Start of Block

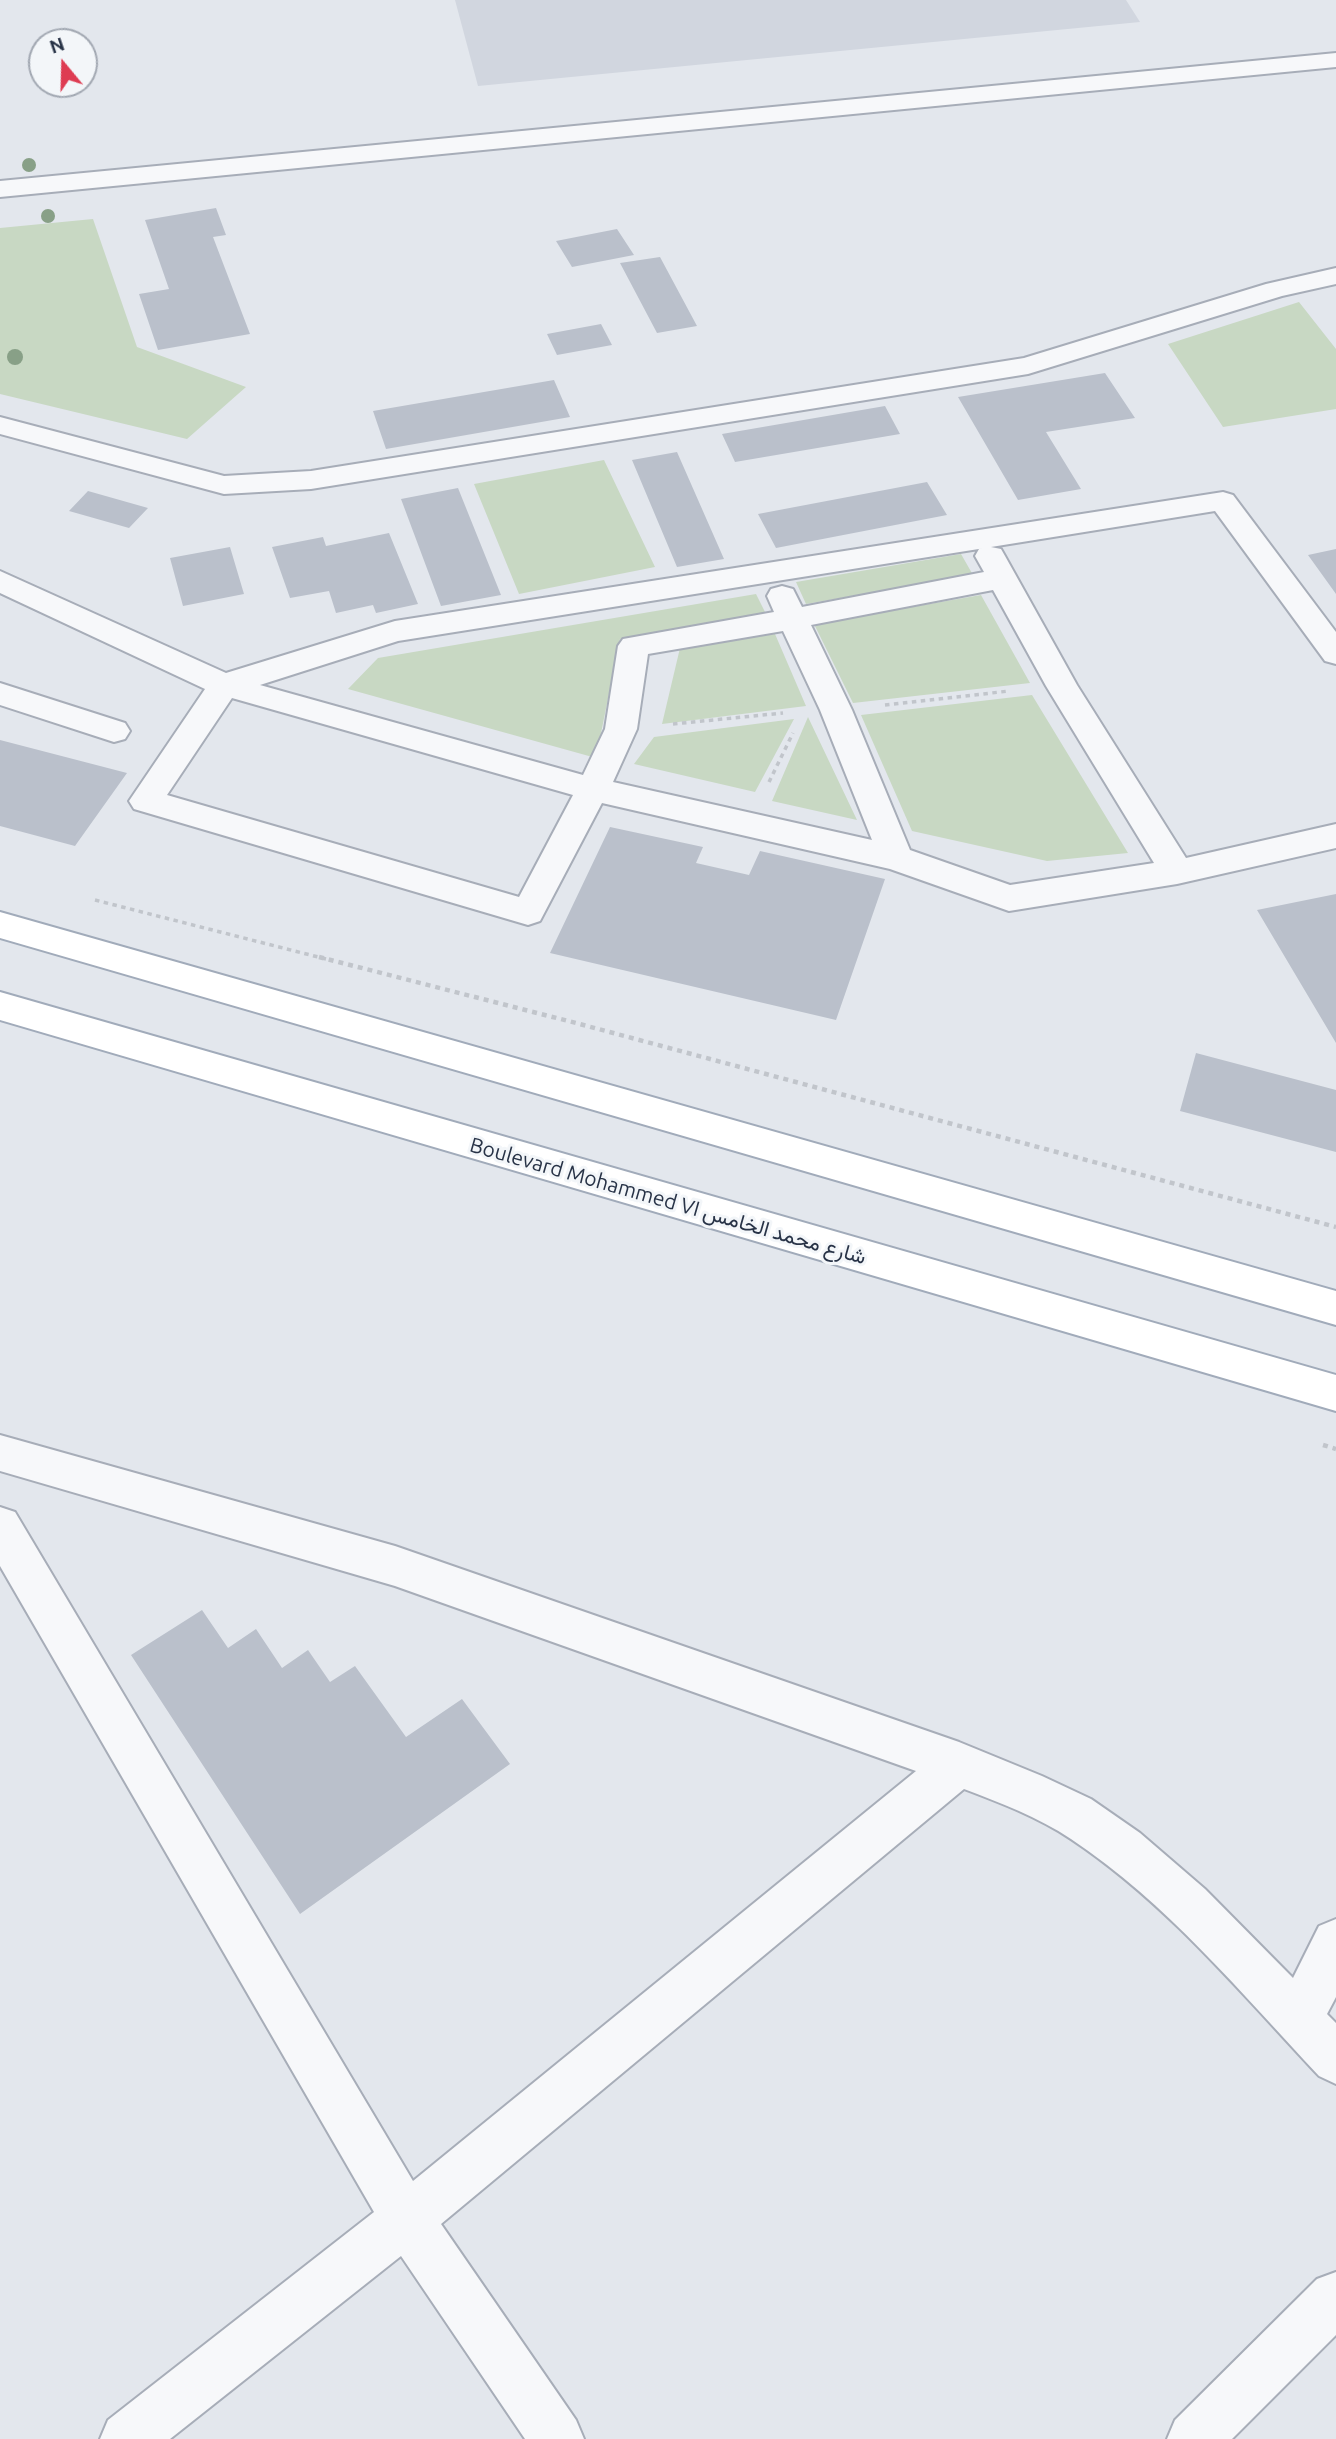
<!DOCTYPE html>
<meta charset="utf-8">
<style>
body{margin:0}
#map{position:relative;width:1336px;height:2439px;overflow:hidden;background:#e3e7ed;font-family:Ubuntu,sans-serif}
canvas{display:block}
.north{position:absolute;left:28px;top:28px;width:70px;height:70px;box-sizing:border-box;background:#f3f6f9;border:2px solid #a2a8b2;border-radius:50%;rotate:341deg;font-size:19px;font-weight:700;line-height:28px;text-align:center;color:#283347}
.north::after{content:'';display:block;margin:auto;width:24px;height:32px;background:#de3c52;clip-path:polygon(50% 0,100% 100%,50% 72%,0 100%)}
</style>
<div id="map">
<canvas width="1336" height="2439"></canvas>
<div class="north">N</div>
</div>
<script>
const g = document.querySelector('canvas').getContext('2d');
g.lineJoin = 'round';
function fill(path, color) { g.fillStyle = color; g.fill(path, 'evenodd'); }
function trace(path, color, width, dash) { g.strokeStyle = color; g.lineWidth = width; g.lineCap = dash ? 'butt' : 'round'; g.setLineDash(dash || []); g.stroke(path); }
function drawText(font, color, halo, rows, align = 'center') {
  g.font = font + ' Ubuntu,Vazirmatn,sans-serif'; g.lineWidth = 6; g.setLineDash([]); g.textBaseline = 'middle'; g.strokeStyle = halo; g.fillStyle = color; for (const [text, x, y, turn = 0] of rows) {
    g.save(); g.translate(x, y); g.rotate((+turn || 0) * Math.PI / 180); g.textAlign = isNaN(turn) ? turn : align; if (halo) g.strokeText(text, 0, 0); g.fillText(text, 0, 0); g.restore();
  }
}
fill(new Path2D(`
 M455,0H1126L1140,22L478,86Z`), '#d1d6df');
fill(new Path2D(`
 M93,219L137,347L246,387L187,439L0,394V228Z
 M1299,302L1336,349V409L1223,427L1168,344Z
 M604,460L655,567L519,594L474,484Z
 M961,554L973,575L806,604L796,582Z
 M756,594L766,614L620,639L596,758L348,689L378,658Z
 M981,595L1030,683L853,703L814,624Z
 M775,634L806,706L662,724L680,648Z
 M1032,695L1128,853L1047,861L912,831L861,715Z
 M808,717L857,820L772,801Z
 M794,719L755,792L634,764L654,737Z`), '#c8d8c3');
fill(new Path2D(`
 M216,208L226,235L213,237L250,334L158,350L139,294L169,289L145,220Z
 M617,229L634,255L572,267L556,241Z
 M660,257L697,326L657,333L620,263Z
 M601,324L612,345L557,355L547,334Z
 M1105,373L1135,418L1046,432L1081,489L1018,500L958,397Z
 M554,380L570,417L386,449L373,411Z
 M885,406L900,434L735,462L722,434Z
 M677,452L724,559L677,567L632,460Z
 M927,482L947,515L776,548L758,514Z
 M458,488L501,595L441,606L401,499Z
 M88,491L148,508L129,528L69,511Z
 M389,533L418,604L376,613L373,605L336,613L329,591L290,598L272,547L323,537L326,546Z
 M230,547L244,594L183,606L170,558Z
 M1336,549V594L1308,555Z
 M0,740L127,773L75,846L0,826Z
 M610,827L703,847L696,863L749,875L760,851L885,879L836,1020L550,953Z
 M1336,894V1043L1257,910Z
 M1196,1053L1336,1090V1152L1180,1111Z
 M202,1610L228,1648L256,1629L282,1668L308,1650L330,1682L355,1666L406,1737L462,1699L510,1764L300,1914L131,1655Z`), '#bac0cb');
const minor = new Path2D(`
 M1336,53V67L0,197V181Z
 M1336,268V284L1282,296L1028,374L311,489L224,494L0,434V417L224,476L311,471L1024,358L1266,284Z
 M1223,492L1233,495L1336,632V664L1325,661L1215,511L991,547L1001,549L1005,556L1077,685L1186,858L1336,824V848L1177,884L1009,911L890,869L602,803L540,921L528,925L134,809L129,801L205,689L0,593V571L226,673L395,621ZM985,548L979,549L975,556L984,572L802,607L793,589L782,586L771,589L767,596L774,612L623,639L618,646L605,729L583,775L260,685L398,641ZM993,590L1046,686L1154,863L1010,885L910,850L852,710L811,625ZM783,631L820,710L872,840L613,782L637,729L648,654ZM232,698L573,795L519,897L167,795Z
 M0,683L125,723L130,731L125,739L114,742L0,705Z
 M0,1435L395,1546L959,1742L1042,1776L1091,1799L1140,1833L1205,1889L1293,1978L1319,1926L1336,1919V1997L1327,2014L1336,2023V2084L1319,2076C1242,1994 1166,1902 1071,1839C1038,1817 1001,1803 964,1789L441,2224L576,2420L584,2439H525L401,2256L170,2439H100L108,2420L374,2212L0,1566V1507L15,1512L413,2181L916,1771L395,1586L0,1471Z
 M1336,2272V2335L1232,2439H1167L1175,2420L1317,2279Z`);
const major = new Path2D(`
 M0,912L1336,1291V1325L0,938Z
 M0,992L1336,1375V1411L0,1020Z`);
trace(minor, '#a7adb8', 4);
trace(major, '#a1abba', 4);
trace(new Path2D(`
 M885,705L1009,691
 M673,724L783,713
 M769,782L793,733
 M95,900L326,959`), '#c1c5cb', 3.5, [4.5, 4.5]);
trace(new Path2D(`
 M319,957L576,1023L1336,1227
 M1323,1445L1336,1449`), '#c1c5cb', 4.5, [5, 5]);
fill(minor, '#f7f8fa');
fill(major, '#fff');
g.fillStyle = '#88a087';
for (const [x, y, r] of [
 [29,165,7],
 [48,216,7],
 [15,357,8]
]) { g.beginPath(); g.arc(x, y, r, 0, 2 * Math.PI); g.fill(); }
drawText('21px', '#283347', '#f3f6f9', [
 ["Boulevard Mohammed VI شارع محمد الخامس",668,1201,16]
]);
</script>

End of Block

- **Required action**:
Return each line above where the word "fillStyle" shows up.

- **Result of this task**:
function fill(path, color) { g.fillStyle = color; g.fill(path, 'evenodd'); }
  g.font = font + ' Ubuntu,Vazirmatn,sans-serif'; g.lineWidth = 6; g.setLineDash([]); g.textBaseline = 'middle'; g.strokeStyle = halo; g.fillStyle = color; for (const [text, x, y, turn = 0] of rows) {
g.fillStyle = '#88a087';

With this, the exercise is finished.